[[ Data shown open ]]
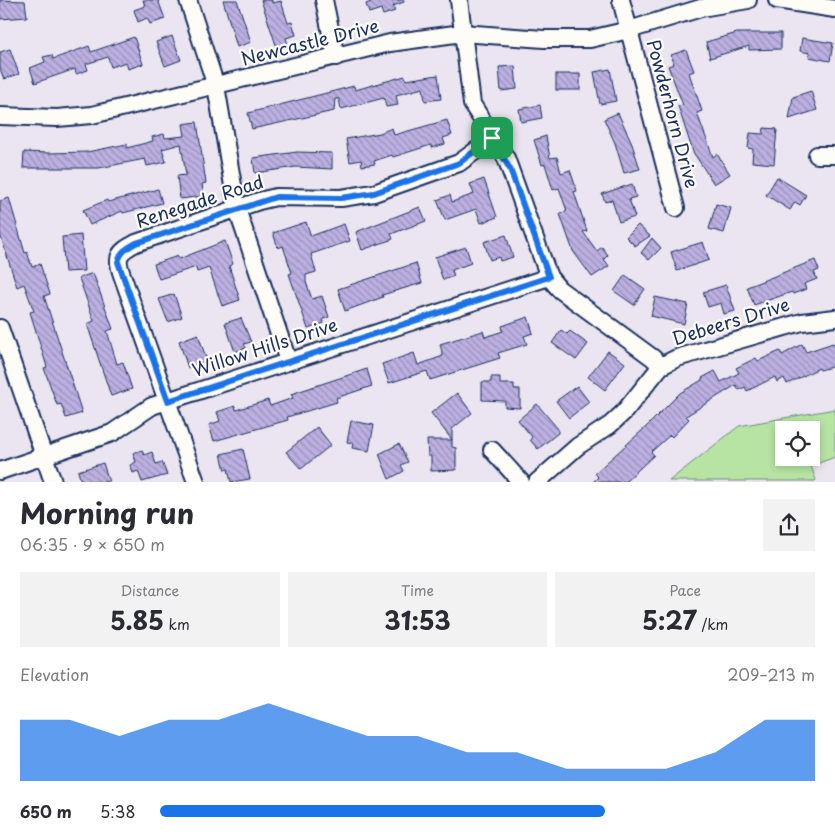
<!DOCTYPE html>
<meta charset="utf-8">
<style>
:root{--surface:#fff;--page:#f2f2f3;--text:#2b2b33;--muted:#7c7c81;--accent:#1a73e8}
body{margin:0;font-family:"Playpen Sans",sans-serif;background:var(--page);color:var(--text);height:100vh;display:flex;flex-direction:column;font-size:19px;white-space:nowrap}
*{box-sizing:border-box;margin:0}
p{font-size:16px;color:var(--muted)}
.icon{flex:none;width:28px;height:28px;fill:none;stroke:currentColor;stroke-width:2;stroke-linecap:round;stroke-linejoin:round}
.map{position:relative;height:482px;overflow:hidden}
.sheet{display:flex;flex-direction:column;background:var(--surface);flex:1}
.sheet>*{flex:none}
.tools{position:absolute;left:775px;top:421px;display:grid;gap:10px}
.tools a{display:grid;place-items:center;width:45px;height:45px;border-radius:0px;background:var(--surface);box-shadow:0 2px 8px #0003;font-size:25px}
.pin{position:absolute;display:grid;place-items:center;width:42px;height:42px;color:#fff;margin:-21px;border-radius:10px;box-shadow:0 2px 8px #0006}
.round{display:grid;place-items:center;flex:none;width:52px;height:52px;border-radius:0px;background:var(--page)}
.head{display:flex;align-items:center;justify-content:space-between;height:85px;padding:0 20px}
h1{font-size:28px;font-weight:700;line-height:38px}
.stats{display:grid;grid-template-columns:repeat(3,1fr);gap:8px;height:85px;padding:5px 20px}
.stats div{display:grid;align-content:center;border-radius:0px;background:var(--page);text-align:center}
.stats b{font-size:25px;font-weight:700}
.stats small{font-size:14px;font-weight:400}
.stats p{font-size:14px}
.chart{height:140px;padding:10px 20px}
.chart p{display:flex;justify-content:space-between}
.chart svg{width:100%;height:90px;margin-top:5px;fill:var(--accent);opacity:.7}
ul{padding:0 20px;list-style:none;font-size:16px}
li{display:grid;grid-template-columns:80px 60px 1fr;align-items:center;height:38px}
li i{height:12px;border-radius:6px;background:var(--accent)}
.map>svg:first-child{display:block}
</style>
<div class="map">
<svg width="835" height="482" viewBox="0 0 835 482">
<defs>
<pattern id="building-back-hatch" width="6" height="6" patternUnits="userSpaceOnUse" patternTransform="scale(1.25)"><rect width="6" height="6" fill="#bcb0e1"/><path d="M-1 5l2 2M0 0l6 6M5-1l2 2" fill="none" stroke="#9890ba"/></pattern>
</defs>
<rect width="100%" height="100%" fill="#eae5f0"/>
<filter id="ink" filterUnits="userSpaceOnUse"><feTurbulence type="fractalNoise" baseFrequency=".02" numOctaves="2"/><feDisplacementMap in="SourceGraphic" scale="10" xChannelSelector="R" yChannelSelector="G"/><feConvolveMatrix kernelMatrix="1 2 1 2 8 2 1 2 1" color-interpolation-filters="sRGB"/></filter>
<g filter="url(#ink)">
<path fill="#b7e4a2" stroke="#698a80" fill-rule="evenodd" d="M835,409V457L811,466L816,480L815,481H669L739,426ZM784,430H811V458H784Z"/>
<g fill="url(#building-back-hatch)" stroke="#1b2f5e">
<path d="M0,0L25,1L27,17L0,19Z"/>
<path d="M143,0H158L165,19L150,24L147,18L138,22L134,10L145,6Z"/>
<path d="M223,0H237L251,42L237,47Z"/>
<path d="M261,0H272V3L281,1L288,23L292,22L296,35L286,38L288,45L277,48Z"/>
<path d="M370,0H404V2L393,6L395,11L383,15L381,9L369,13L366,4L371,2Z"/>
<path d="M737,33H781V49L749,50V46L710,58L706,42Z"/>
<path d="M172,36L181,60L165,66L156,42Z"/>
<path d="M134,37L143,64L128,69L126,62L111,67L108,57L86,64L88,70L76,74L75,69L35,83L30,68L45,62L43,57L52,55L53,59L89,46L91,52Z"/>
<path d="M802,38L833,43L830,61L809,57L810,53L800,51Z"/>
<path d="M10,49L19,74L4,79L0,69V52Z"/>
<path d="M686,50L694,71L689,73L702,111L697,113L713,157L717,154L730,174L714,184L693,152L678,106L683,105L668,66L674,64L671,55Z"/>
<path d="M515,66L517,89L501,91L499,67Z"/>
<path d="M610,69L616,101L600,104L594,72Z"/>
<rect x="556" y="74" width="24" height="16"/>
<path d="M438,75L441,99L425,101L423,88L396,95L398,105L386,107L384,98L341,109L339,99H335L334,111L252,129L248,113L354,86L355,90L405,76L406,80Z"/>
<path d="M811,91L817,110L789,119L793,97Z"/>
<path d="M540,105L542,118L521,122L519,109Z"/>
<path d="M618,113L631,141L640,169L624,173L615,143L604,119Z"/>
<path d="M447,120L452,135L443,138L445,144L432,148L431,145L393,157L392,155L374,161L375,164L362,166L361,160L350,162L346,139L380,133L392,128L394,135Z"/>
<path d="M197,122L206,183L202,184L204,196L180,199L177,176L186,175L181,144L162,149L166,162L147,166L145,159L99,168H23L24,152L49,153L87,152L127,144V148L153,141L152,137L164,134L165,138L185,136L183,124Z"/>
<path d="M764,128L777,129L774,164L752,162L753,149L748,148L750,133L763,134Z"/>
<path d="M546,136L550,158L557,157L561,173L570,170L577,191L574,192L587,231L583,232L597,251L602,247L608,255L604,259L609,266L592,277L573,251L560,214L567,211L559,188L553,190L545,164L542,165L534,140Z"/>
<path d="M297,152L332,153V169L296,167L255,173L253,158Z"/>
<path d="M777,177L806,195L800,205L795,202L790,210L766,195Z"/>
<path d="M484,179L497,217L481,223L476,209L445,220L437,200L450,195L452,202L474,194L470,184Z"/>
<path d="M632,184L636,197L629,199L635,217L619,222L612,200L605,202L602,194Z"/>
<path d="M158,189L162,203L123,213L122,211L90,225L83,210L107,200L108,202Z"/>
<path d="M9,198L25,253L27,252L32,267L40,264L50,294L44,296L82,413L66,418L61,404L57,405L44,368L47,367L30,312L34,311L24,284L17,287L0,234V201Z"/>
<path d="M716,204L731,208L724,233L709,229Z"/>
<path d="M420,207L426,221L391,234L393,239L362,250L356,232Z"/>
<path d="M306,222L311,236L344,224L350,241L311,254L316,272L306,275V282L312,299L322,296L329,317L323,319L324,323L308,329L289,274L292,273L283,246L278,248L273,233Z"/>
<path d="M638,225L650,236L635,246L626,237Z"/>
<path d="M81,235L84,271L65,272L62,237Z"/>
<path d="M506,235L513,257L500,261L499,257L490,260L484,242Z"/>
<path d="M652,238L661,248L649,260L641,253Z"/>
<path d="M225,241L233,264L229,266L240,300L222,306L209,268L197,272L196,267L159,279L154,264L178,256L179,259Z"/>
<path d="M703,242L709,260L677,271L671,252Z"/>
<path d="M466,247L471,263L452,270L454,276L443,280L435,257Z"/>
<path d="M815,260L819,270L814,272L817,279L804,284L806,289L793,294L792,292L754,305L747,287Z"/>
<path d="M416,263L422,283L382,295L383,297L345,311L338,289Z"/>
<path d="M93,273L113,329L107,331L117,364L123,362L132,389L111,396L87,324L94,321L79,278Z"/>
<path d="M625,275L645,289L634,305L614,291Z"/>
<path d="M726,285L735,311L724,314L721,303L708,307L703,292Z"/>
<path d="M174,294L182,317L168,322L159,299Z"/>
<path d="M655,297L688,304L684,324L651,316Z"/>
<path d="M528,317L533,333L524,336L527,344L498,353L500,358L430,380L427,371L389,383L382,364L414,353L418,365L443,356L440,344L483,331L485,337L503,331L502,326Z"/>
<path d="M241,318L251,342L244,344L246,348L235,352L225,323Z"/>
<path d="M561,330L567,334L570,331L588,344L576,360L552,343Z"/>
<path d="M198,334L207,361L188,368L179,341Z"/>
<path d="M833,343L835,345V366L820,370L819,368L787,384L784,378L777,382L775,377L747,391L745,387L739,390L736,385L686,416L689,419L672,437L670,435L651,452L654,455L625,482H593L598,477L595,473L646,427L680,393L702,380V378L715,371L721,382L739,373L736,368L756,358L758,361L780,351L782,355L802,344L806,352Z"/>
<path d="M608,351L625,363L605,390L588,377Z"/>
<path d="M367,369L372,386L336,398L337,402L287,417L288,420L214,441L209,425L220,421L217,412L235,406L236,410L268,400L270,406L293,398L291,394Z"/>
<path d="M491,377H500V384H514V389H520V408L505,407V401L482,400V382H491Z"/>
<path d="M577,386L589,402L569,418L556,401Z"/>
<path d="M457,393L472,413L452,429V440L431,413Z"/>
<path d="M537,404L558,429V433L538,449L530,440L532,437L518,420Z"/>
<path d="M351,421L374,425L369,451L352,448L353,443L347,442Z"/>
<path d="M317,427L331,445L301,469L286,452Z"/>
<path d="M427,440H452V447L456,448V470L431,471V456H428Z"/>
<path d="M399,444L408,462L401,465L404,471L389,479L379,454Z"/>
<path d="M243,449L250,479L231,482L228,469L225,470L221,454Z"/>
<path d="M142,450L144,455L152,452L156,464L162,462L167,475L142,482L138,471L133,473L130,465L136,462L133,453Z"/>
<path d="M103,463L109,482H81L78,471Z"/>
</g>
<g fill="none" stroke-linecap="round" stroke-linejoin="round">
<g stroke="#1b2f5e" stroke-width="20">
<g id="minor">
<path d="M188,0L216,86L237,209L288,361"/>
<path d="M324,0L336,57"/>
<path d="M459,0L472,104L506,158L549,277L559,289L653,358L661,366"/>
<path d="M621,0L676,208"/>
<path d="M777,0L835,9"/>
<path d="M0,116L57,118L92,115L390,43L462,33L544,39H590L629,30L701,8L748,0"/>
<path d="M817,155H835"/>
<path d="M0,328L53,482"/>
<path d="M492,450L521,482"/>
<path d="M0,471L112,433L152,406L549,277"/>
<path d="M196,482L122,275C115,256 119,252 136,243L259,201L276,197L341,198L374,193L459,163L493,138"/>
<path d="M537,482L578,446L610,425L624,412L661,366L677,358L802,322L835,318"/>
</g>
</g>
<use href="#minor" stroke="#fdfcf7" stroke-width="16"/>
</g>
</g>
<g fill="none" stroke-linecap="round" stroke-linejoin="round" filter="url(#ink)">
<g stroke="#fff" stroke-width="10">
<path id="route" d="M492,138L510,169L549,277L168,401L118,262C121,251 127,248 136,243L276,197L341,198L374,193L459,163Z"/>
</g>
<use href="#route" stroke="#1a73e8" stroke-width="6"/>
</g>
<g text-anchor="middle" stroke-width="4.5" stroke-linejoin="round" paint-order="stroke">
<g font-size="18" fill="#1b2f5e" stroke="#fdfcf7">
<text transform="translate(310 43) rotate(-14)" y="6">Newcastle Drive</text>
<text transform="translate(672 114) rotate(75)" y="6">Powderhorn Drive</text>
<text transform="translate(200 202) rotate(-18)" y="6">Renegade Road</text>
<text transform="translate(731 322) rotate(-17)" y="6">Debeers Drive</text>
<text transform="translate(265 348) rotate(-18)" y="6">Willow Hills Drive</text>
</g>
</g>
</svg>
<div class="tools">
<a><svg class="icon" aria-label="locate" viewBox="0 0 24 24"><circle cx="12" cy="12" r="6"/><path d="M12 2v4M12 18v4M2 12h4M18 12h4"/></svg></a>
</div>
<div class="pin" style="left:492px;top:138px;background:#1e9e55"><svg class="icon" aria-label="arrive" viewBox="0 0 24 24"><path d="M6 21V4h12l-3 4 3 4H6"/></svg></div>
</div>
<section class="sheet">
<div class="head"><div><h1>Morning run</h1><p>06:35 · 9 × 650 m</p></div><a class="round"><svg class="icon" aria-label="share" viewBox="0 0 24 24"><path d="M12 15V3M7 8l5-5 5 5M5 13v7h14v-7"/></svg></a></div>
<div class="stats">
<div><p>Distance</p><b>5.85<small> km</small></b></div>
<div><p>Time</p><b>31:53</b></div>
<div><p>Pace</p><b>5:27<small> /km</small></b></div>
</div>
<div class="chart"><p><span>Elevation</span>209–213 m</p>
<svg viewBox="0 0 160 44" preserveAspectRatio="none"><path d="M0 44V14L10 14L20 22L30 14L40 14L50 6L60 14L70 22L80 22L90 30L100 30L110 38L120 38L130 38L140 30L150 14L160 14V44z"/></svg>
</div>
<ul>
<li><b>650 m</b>5:38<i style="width:68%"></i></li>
</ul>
</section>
[[ Data shown closed ]]
[Problem to work on] Scan the material for the word "direction". Return every line where it is found.

[Result below]
body{margin:0;font-family:"Playpen Sans",sans-serif;background:var(--page);color:var(--text);height:100vh;display:flex;flex-direction:column;font-size:19px;white-space:nowrap}
.sheet{display:flex;flex-direction:column;background:var(--surface);flex:1}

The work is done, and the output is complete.